FWIW, the only Dolmar/Makita I've run and worked on was the 6401 that I converted to a 7901, and it was a very fine machine in both performance terms and build quality.  I think their main shortcoming is not with the machines themselves but with their minimal dealer network.  Stihl beats the pants off everyone in terms of having a lot of small, widely-distributed dealerships that can service busted equipment quickly, which is a big deal for professional crews.


----------



## KenLockett (May 25, 2015)

ADK_XJ said:


> Where'd you see that? I'm not far from GF...I didn't see a rancher on Craigslist.

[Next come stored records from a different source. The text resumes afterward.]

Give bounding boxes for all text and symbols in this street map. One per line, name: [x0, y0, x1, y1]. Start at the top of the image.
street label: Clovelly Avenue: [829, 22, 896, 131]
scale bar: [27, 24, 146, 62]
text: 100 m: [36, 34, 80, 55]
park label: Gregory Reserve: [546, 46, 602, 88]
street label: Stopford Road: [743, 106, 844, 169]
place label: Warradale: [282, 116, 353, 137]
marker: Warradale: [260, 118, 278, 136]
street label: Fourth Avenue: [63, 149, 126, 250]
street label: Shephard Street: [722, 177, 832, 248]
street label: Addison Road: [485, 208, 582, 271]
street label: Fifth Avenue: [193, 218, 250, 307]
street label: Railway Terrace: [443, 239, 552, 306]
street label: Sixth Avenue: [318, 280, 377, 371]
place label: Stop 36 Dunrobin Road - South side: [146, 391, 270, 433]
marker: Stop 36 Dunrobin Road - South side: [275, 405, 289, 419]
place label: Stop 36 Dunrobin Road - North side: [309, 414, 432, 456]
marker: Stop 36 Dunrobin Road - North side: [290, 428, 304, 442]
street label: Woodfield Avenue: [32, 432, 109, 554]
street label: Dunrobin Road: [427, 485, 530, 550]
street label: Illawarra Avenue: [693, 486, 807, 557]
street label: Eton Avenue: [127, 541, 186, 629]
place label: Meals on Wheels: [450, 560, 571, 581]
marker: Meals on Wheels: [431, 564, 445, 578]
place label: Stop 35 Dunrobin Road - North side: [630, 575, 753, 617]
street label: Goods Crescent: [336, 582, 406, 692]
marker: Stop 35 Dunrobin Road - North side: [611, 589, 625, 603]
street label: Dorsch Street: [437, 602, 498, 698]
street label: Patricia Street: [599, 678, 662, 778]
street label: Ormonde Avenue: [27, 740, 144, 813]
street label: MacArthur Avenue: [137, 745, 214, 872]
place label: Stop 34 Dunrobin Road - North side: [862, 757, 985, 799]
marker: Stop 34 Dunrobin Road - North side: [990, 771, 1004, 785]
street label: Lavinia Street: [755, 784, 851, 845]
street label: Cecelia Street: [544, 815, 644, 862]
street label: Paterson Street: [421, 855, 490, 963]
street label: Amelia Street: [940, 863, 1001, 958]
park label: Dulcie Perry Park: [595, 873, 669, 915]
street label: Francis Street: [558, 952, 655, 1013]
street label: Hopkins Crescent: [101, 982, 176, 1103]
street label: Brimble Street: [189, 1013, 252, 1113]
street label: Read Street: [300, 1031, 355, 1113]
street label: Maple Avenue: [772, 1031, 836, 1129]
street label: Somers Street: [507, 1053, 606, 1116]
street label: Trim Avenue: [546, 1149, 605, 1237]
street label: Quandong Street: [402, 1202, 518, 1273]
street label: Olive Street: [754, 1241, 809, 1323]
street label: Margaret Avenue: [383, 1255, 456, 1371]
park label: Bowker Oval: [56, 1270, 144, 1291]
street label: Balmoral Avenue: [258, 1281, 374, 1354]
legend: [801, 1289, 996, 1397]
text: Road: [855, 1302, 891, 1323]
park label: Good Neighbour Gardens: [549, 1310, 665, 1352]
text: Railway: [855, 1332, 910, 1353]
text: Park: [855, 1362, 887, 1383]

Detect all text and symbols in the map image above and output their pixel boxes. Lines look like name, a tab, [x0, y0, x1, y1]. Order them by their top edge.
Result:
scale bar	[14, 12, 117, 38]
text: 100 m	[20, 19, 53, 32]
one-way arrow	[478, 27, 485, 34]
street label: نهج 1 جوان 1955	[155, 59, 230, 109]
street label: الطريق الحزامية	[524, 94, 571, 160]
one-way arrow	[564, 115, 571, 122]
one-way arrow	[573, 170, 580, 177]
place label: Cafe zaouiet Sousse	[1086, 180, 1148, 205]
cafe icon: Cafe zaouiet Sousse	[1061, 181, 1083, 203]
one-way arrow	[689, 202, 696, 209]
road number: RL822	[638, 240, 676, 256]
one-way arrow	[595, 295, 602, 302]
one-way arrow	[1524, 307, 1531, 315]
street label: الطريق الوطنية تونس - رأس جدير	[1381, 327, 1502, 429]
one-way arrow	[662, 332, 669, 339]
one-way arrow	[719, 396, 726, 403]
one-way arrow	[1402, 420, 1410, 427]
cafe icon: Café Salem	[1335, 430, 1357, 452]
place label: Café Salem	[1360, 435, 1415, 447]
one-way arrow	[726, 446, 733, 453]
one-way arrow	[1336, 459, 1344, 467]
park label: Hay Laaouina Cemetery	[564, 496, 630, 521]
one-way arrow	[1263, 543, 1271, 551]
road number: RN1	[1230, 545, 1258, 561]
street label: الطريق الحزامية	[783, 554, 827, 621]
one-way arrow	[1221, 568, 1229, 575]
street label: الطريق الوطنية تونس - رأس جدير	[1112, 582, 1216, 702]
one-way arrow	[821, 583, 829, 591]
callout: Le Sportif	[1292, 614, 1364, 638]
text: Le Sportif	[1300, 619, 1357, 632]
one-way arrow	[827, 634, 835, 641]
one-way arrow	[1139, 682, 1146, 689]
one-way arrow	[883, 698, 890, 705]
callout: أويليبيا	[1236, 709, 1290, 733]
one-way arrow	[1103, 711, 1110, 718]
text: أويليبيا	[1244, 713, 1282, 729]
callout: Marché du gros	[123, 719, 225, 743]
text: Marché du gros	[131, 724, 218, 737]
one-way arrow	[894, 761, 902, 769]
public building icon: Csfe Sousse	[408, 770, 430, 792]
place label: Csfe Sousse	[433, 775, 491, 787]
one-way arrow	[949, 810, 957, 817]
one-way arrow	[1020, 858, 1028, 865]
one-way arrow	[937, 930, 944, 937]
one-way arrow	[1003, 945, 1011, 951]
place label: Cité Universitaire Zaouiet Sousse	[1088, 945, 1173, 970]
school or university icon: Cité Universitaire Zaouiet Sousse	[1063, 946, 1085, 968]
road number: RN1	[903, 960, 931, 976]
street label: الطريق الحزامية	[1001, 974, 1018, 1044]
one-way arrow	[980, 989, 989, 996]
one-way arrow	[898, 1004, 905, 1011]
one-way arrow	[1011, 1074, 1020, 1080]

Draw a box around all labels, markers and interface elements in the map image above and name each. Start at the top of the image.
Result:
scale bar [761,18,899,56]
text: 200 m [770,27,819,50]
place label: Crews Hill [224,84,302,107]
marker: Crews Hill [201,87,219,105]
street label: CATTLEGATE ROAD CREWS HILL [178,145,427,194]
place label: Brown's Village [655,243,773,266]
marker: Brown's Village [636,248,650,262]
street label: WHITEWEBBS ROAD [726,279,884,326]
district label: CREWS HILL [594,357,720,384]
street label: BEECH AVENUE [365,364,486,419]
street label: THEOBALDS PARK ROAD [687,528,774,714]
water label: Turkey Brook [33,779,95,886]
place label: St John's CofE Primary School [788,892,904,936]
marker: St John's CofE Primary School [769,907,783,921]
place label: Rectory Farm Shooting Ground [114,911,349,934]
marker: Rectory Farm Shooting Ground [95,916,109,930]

 I saw that one last night on Albany Craig's List.  He is selling because he thinks it might have carburetor problems.  Like you according to him it will run for a while then stop.  I am having the same problem and was looking when I saw this.  Might be a good deal if it just has bad fuel and/or carb simply needs adjustment/replacement.


----------



## Jon1270 (May 25, 2015)

KenLockett said:


> I saw that one last night on Albany Craig's List.  He is selling because he thinks it might have carburetor problems.  Like you according to him it will run for a while then stop.  I am having the same problem and was looking when I saw this.  Might be a good deal if it just has bad fuel and/or carb simply needs adjustment/replacement.



The 55 has an Achilles' heel, some plastic and rubber parts that sit between the cylinder and carburetor which are degraded over time by heat from the motor,  causing air leaks.  You can probably get the replacement parts for about $20, and the repair isn't terribly difficult.  Very common problem with an otherwise reliable model.


----------



## dougand3 (May 25, 2015)

Jon1270 said:


> I think it might be a closed-port model


Is model 55 normally closed port, whereas, 55 Rancher is more likely open port?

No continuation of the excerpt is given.